Exercise details:
Taking each line of the records in turn, count those containing "lists" and report only the number.

Source records:
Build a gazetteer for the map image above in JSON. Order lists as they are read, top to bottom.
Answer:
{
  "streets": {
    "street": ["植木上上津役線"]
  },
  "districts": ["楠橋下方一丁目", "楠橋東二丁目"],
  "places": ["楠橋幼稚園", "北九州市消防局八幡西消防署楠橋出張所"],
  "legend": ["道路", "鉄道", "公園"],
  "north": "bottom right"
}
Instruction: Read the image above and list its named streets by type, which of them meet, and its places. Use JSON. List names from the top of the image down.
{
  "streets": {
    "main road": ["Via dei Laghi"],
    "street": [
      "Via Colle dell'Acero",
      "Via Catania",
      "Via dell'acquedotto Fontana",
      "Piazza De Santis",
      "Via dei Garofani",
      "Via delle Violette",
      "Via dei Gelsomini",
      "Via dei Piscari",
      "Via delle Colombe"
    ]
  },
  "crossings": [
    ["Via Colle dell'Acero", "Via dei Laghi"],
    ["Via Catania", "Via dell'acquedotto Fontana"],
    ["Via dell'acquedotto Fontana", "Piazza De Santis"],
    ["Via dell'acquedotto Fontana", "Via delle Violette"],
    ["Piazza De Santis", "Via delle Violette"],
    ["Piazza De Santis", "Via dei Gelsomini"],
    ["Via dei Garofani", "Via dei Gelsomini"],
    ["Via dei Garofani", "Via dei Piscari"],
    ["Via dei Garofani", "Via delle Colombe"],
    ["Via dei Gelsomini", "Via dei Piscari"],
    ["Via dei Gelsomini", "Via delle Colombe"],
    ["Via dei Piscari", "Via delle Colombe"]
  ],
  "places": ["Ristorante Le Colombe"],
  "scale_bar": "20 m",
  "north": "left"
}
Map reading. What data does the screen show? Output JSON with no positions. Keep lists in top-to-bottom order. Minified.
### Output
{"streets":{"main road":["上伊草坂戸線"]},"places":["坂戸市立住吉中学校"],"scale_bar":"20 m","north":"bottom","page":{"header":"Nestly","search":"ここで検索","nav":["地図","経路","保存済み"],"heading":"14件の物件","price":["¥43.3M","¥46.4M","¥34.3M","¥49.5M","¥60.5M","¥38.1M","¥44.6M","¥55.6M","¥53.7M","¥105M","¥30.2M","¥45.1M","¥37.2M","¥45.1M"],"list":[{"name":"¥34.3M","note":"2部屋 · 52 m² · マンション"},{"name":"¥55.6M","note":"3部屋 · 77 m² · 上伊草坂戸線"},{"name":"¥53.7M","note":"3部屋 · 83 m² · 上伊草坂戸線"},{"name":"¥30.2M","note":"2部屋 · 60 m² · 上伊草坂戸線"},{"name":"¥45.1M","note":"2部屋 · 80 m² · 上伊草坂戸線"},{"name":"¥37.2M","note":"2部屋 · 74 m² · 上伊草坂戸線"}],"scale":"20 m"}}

Answer section:
2